(Recorded data)

☆ ☆ ☆

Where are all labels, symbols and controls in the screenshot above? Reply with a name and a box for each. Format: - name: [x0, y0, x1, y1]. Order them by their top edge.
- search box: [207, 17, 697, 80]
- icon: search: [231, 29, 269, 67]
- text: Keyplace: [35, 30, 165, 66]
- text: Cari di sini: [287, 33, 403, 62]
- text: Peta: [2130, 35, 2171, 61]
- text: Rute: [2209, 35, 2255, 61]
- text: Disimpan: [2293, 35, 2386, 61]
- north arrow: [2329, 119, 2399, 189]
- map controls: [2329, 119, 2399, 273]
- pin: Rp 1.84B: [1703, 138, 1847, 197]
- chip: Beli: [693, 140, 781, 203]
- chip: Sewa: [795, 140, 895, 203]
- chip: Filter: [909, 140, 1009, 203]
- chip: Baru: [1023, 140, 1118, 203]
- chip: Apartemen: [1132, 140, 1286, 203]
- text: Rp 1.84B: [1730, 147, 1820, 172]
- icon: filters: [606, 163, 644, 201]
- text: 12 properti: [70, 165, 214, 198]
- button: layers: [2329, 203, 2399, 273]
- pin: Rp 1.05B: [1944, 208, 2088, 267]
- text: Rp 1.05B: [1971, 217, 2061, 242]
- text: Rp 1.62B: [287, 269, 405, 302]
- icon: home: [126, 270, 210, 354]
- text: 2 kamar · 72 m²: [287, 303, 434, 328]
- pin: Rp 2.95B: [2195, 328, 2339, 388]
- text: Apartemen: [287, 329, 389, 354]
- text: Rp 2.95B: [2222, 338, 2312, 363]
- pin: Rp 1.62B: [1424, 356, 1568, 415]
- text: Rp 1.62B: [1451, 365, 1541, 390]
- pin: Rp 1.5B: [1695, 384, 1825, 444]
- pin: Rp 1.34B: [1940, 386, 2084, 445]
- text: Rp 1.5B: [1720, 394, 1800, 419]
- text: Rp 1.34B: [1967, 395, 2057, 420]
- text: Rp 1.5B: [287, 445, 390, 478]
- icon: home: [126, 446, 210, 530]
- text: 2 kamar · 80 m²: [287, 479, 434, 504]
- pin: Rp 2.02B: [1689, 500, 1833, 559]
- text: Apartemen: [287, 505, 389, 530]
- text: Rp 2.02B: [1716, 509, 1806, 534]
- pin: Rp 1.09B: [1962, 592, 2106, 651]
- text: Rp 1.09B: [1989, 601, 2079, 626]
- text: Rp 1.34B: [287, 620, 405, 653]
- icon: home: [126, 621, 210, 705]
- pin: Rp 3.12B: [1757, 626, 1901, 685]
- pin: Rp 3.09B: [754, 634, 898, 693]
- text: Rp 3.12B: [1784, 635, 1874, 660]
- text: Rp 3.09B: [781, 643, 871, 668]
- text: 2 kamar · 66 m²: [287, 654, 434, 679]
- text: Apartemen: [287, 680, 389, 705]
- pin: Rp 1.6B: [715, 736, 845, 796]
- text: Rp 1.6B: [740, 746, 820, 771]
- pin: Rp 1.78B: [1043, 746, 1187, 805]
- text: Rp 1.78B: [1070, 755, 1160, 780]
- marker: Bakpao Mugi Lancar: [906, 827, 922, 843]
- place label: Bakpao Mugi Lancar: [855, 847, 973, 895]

☆ ☆ ☆

### Your goal
Without leaving anything out, repeat the data exactly.

### Answer to this task
Where are all labels, symbols and controls in the screenshot above? Reply with a name and a box for each. Format: - name: [x0, y0, x1, y1]. Order them by their top edge.
- search box: [207, 17, 697, 80]
- icon: search: [231, 29, 269, 67]
- text: Keyplace: [35, 30, 165, 66]
- text: Cari di sini: [287, 33, 403, 62]
- text: Peta: [2130, 35, 2171, 61]
- text: Rute: [2209, 35, 2255, 61]
- text: Disimpan: [2293, 35, 2386, 61]
- north arrow: [2329, 119, 2399, 189]
- map controls: [2329, 119, 2399, 273]
- pin: Rp 1.84B: [1703, 138, 1847, 197]
- chip: Beli: [693, 140, 781, 203]
- chip: Sewa: [795, 140, 895, 203]
- chip: Filter: [909, 140, 1009, 203]
- chip: Baru: [1023, 140, 1118, 203]
- chip: Apartemen: [1132, 140, 1286, 203]
- text: Rp 1.84B: [1730, 147, 1820, 172]
- icon: filters: [606, 163, 644, 201]
- text: 12 properti: [70, 165, 214, 198]
- button: layers: [2329, 203, 2399, 273]
- pin: Rp 1.05B: [1944, 208, 2088, 267]
- text: Rp 1.05B: [1971, 217, 2061, 242]
- text: Rp 1.62B: [287, 269, 405, 302]
- icon: home: [126, 270, 210, 354]
- text: 2 kamar · 72 m²: [287, 303, 434, 328]
- pin: Rp 2.95B: [2195, 328, 2339, 388]
- text: Apartemen: [287, 329, 389, 354]
- text: Rp 2.95B: [2222, 338, 2312, 363]
- pin: Rp 1.62B: [1424, 356, 1568, 415]
- text: Rp 1.62B: [1451, 365, 1541, 390]
- pin: Rp 1.5B: [1695, 384, 1825, 444]
- pin: Rp 1.34B: [1940, 386, 2084, 445]
- text: Rp 1.5B: [1720, 394, 1800, 419]
- text: Rp 1.34B: [1967, 395, 2057, 420]
- text: Rp 1.5B: [287, 445, 390, 478]
- icon: home: [126, 446, 210, 530]
- text: 2 kamar · 80 m²: [287, 479, 434, 504]
- pin: Rp 2.02B: [1689, 500, 1833, 559]
- text: Apartemen: [287, 505, 389, 530]
- text: Rp 2.02B: [1716, 509, 1806, 534]
- pin: Rp 1.09B: [1962, 592, 2106, 651]
- text: Rp 1.09B: [1989, 601, 2079, 626]
- text: Rp 1.34B: [287, 620, 405, 653]
- icon: home: [126, 621, 210, 705]
- pin: Rp 3.12B: [1757, 626, 1901, 685]
- pin: Rp 3.09B: [754, 634, 898, 693]
- text: Rp 3.12B: [1784, 635, 1874, 660]
- text: Rp 3.09B: [781, 643, 871, 668]
- text: 2 kamar · 66 m²: [287, 654, 434, 679]
- text: Apartemen: [287, 680, 389, 705]
- pin: Rp 1.6B: [715, 736, 845, 796]
- text: Rp 1.6B: [740, 746, 820, 771]
- pin: Rp 1.78B: [1043, 746, 1187, 805]
- text: Rp 1.78B: [1070, 755, 1160, 780]
- marker: Bakpao Mugi Lancar: [906, 827, 922, 843]
- place label: Bakpao Mugi Lancar: [855, 847, 973, 895]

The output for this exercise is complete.